Page tree
Skip to end of metadata
Go to start of metadata

The Cloud Collector is the first layer of cloud warehouse which is responsible for data gathering from cloud services. It is implemented as a plugin for Nsys Daemon. As mentioned here there are two main subsystems Management Agent and Data Processor. First of them is used for data collecting which is realized by Nsys Workload Scheduler component and the second one is used as an operational data store (ODS) for additional data processing as part of the integration layer of cloud warehouse.

 

Nsys Cloud Collector Architecture

 

The plugin implements new module collector for daemon. In plugin descriptor nsys-plugin.xml it looks as follows:

<collector key="cloud-warehouse-collector-dropbox" name="Cloud Warehouse Collector for Dropbox">
    	<queries>
        		<nql>SELECT Name, Size FROM Files</nql>
        		<nql>SELECT Name, Size FROM Folders</nql>
		</queries>        
    	<data-processor-stages>
        		<stage key="dropbox-stage-getdata" name="Get Dropbox data from a job" 
               		   class="org.nsys.cloud.warehouse.collector.dropbox.dataprocessor.stage.GetDropboxDataStage" />
				<stage key="dropbox-stage-analyze" name="Analyze Dropbox data" 
           	    	   class="org.nsys.cloud.warehouse.collector.dropbox.dataprocessor.stage.AnalyzeDropboxDataStage" />
        		<stage key="dropbox-stage-storage" name="Store Dropbox data" 
            	   	   class="org.nsys.cloud.warehouse.collector.dropbox.dataprocessor.stage.StoreDropboxDataStage" />
		</data-processor-stages>
</collector>

 

The element queries contains list of NQL queries which are used to get data from a cloud service. Each cloud service needs to have implemented a provider for NQL (Nsys Query Language) which transforms a NQL query for a particular entity such as Host or Datacenter to data interpretation in a cloud service which can be for instance a database or file system trough a web service.

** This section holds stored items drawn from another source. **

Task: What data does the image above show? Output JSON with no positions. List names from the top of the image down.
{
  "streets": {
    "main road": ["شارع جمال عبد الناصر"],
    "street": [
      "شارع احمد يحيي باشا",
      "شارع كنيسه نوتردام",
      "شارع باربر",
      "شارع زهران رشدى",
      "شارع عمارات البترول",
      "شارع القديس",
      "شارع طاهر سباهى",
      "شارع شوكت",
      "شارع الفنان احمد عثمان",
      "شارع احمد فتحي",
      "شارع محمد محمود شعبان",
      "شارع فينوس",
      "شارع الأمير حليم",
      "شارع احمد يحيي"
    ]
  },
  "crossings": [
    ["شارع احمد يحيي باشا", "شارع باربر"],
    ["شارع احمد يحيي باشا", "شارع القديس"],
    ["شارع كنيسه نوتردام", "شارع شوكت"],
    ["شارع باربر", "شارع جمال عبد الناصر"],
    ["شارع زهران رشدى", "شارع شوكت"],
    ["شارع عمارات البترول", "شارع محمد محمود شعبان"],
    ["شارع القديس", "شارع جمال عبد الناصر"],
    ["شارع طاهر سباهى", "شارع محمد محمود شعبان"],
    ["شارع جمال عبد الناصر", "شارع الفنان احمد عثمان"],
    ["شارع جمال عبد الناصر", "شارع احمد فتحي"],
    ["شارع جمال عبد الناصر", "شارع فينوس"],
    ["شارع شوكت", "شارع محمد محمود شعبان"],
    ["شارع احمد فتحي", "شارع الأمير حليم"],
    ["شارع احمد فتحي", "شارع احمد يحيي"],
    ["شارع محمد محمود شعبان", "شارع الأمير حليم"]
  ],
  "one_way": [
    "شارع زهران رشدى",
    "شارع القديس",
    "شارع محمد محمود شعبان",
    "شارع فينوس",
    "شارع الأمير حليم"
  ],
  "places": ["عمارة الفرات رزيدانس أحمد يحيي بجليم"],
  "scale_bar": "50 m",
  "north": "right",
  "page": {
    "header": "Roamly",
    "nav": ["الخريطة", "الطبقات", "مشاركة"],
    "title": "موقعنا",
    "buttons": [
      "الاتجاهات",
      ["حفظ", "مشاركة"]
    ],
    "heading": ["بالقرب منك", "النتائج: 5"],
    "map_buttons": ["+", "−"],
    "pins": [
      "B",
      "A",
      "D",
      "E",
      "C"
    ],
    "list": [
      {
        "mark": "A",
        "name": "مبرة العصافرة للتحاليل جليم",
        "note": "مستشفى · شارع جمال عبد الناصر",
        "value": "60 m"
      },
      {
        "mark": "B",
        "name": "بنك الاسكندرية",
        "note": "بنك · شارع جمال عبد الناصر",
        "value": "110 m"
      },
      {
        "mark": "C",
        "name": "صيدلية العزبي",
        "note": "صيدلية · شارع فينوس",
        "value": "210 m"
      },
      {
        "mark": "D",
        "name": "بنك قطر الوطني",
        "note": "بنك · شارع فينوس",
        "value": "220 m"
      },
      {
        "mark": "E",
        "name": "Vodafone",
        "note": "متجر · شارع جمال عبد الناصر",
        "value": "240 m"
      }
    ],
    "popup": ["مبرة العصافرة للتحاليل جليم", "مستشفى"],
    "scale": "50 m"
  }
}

The element data-processor-stages contains list of stages for Data Processor subsystem in daemon. A stage represents a phase during data processing in Data Processor component. Between individual stages is send a NeuralBag which contains data processed during individual stages. Below you can see a sample of stage.

 

package org.nsys.cloud.plugin.daemon;

import org.nsys.logging.Log;
import org.nsys.core.NeuralBag;
import org.nsys.daemon.core.DataProcessorStage;
import org.nsys.daemon.core.DataProcessingThread;

public class CollectorGetDataStage implements DataProcessorStage {
    private static final Log log = new Log(CollectorGetDataStage.class);

    public boolean process(NeuralBag bag, DataProcessingThread thread) {
        StringBuilder content = new StringBuilder();

		...

        bag.add("data", content.toString());
        return (true);
    }
}

 

Each stage has to implement the interface org.nsys.daemon.core.DataProcessorStage. All stages from a plugin are processed in a pipeline component of the Data Processor subsystem. The collector uses for stages processing the multithreading mechanism.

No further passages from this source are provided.